The passage weather.com GRIBS are just that, sequential weather maps, projected for every three hours, for the region of your choice. I'm primarily interested in wind speed and direction, so that's the focus of my downloads. These are cold predictions based on systematic weather conditions without regard to local effects.
NOAA weather is the stuff we've all grown up on. "Small craft should exercise caution," and "Mariners should be aware that wind and waves can be greater than predicted." I've found them pretty good for the limited geographies they cover.

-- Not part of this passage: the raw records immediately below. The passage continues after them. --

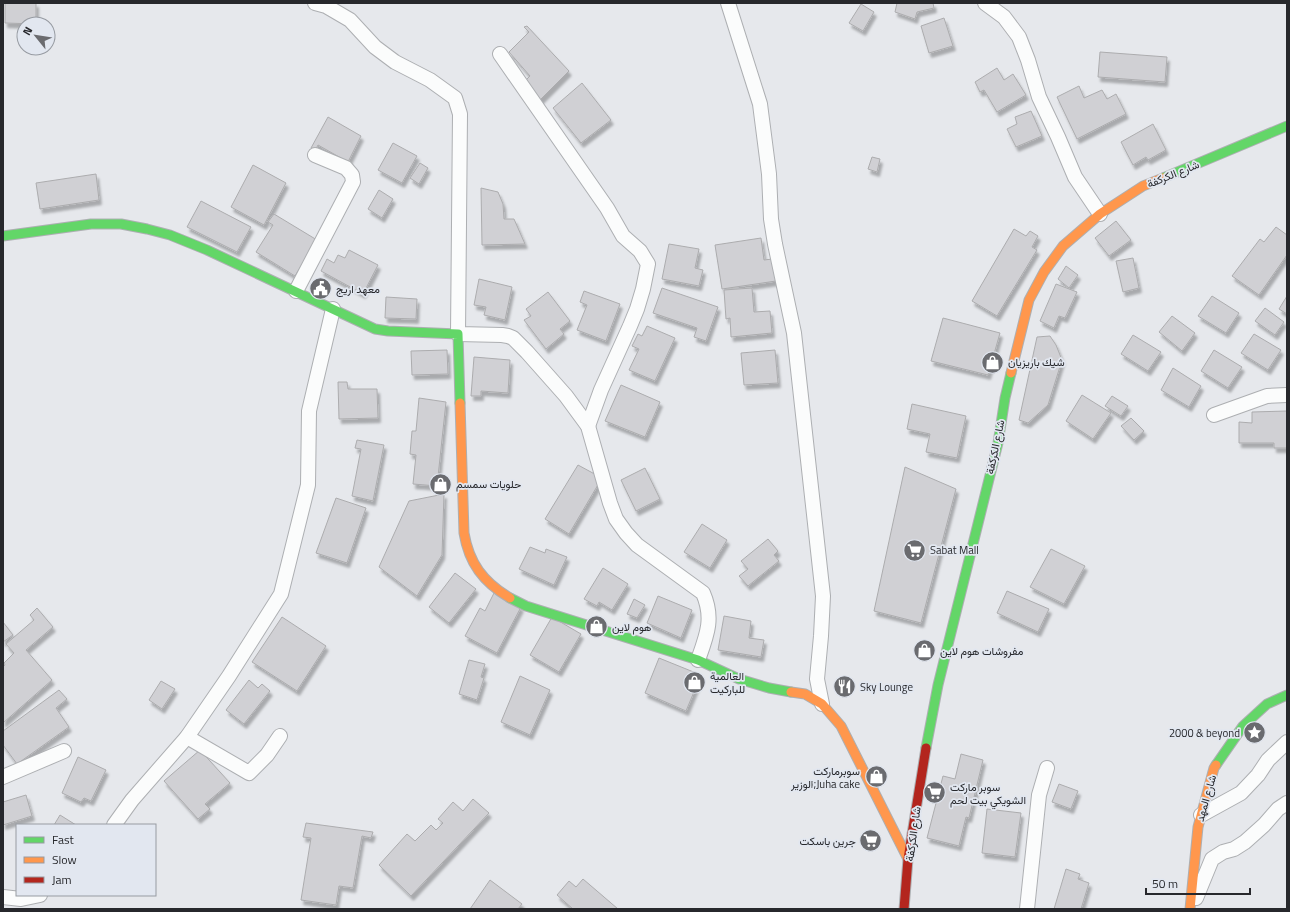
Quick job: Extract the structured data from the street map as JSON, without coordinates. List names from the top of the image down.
{
  "streets": {
    "street": ["شارع الكركفة", "شارع المهد"]
  },
  "places": {
    "public building": ["معهد اريج"],
    "shop": [
      "شيك باريزيان",
      "حلويات سمسم",
      "هوم لاين",
      "مفروشات هوم لاين",
      "العالمية للباركيت",
      "سوبرماركت الوزير;Juha cake"
    ],
    "supermarket": ["Sabat Mall", "سوبر ماركت الشويكي بيت لحم", "جرين باسكت"],
    "restaurant": ["Sky Lounge"],
    "place": ["2000 & beyond"]
  },
  "legend": ["Fast", "Slow", "Jam"],
  "scale_bar": "50 m",
  "north": "top left"
}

So after listening to all of these sources, each with its own spin on the weather we'd be confronting if we struck out for a 150 miles over night from Georgia to Charleston, SC, we had three pretty clear pictures. Chris had enough words like STORM and GALE that I was ready to stick around for the next wine party at the marina. The GRIBS showed 15-20 northwesterlies along our route until just after midnight, and then three hours of 20-25 with gusts to 30 and a slight clocking of the wind toward the north. NOAA said winds would be 15-20 along the route for the duration without mention of any late night scale up.
I was now like the guy who watches Fox, CNN, and NPR. How would I choose what to accept.

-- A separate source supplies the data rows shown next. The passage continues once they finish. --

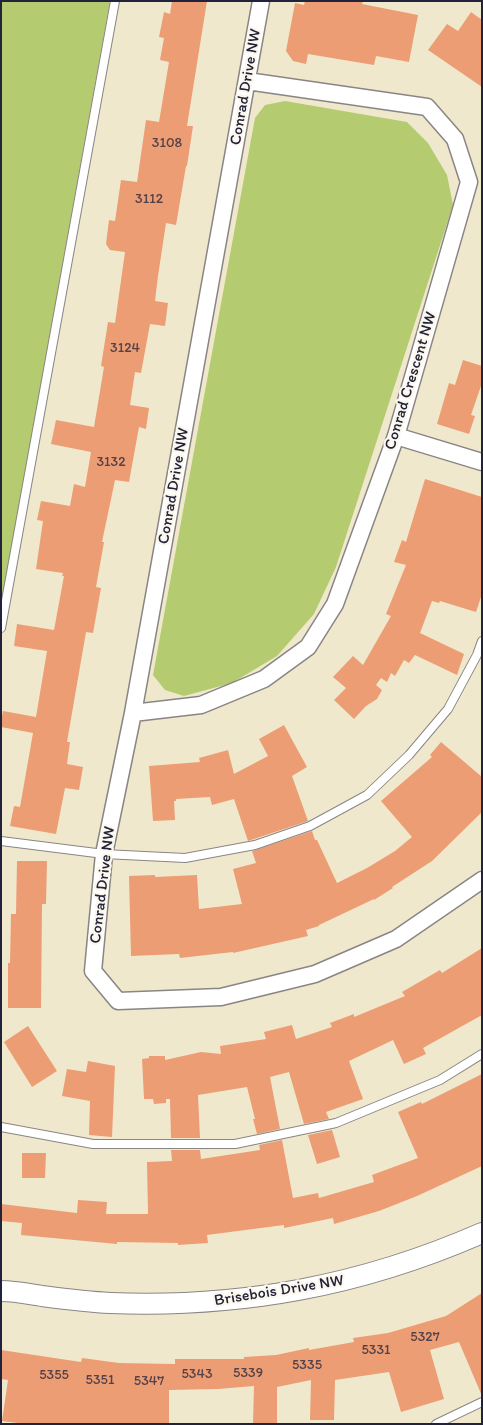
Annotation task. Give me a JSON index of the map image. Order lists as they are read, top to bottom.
{
  "streets": {
    "street": ["Conrad Drive NW", "Conrad Crescent NW", "Brisebois Drive NW"]
  },
  "crossings": [
    ["Conrad Drive NW", "Conrad Crescent NW"]
  ],
  "house_numbers": [
    "3108",
    "3112",
    "3124",
    "3132",
    "5327",
    "5331",
    "5335",
    "5339",
    "5343",
    "5355",
    "5351",
    "5347"
  ]
}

After lots of discussion, we decided Jeff and I would go sailing and expect the passage weather.com version of weather, largely because it didn't ignore the rapid movement of a small wind generating depression, and because it fell between the two extremes...the frightening and the benign. I'd hasten to add that I didn't know anything about the upcoming weather; I simply had some expectations.
Sure enough, none of them were right on all counts. Morning, daytime, and evening winds seldom reached beyond 10 or 12 knots along the route forcing the use of some diesel to keep us moving. Evening produced the promised 15-20 knot breezes from the northwest under a nearly full moon. At 0100, after spending half an hour trying to figure out what a well-illuminated shrimp boat along our route was actually going to do, a sudden blast came from the north-northwest triggering the anticipated wind increase and shift.
A single reef became a double reef; the jib got rolled up a bit; and, as the wind continue to build beyond 30, the jib got rolled all the way up and we did pretty nicely under double-reefed main alone for a spell. The entry into Charleston was fully predictable given the anticipated wind directions and tides...time-consuming. With 3 or 4 knots of current against us and 25 knots of breeze on the nose, the little 44HP diesel did its best to get us in alongside the container ships, but it took it a while.
So, what did we know about the coming weather? Well, we had reasonable evidence to expect winds with significant north elements, and we had reason to believe it would blow pretty hard late at night, otherwise, not much.
Now we start all over again with others on the dock trying to figure out what we will "know" about the probabilities for safe passage tomorrow, comfortable seems to be out of the picture just now in waters off the southeast US.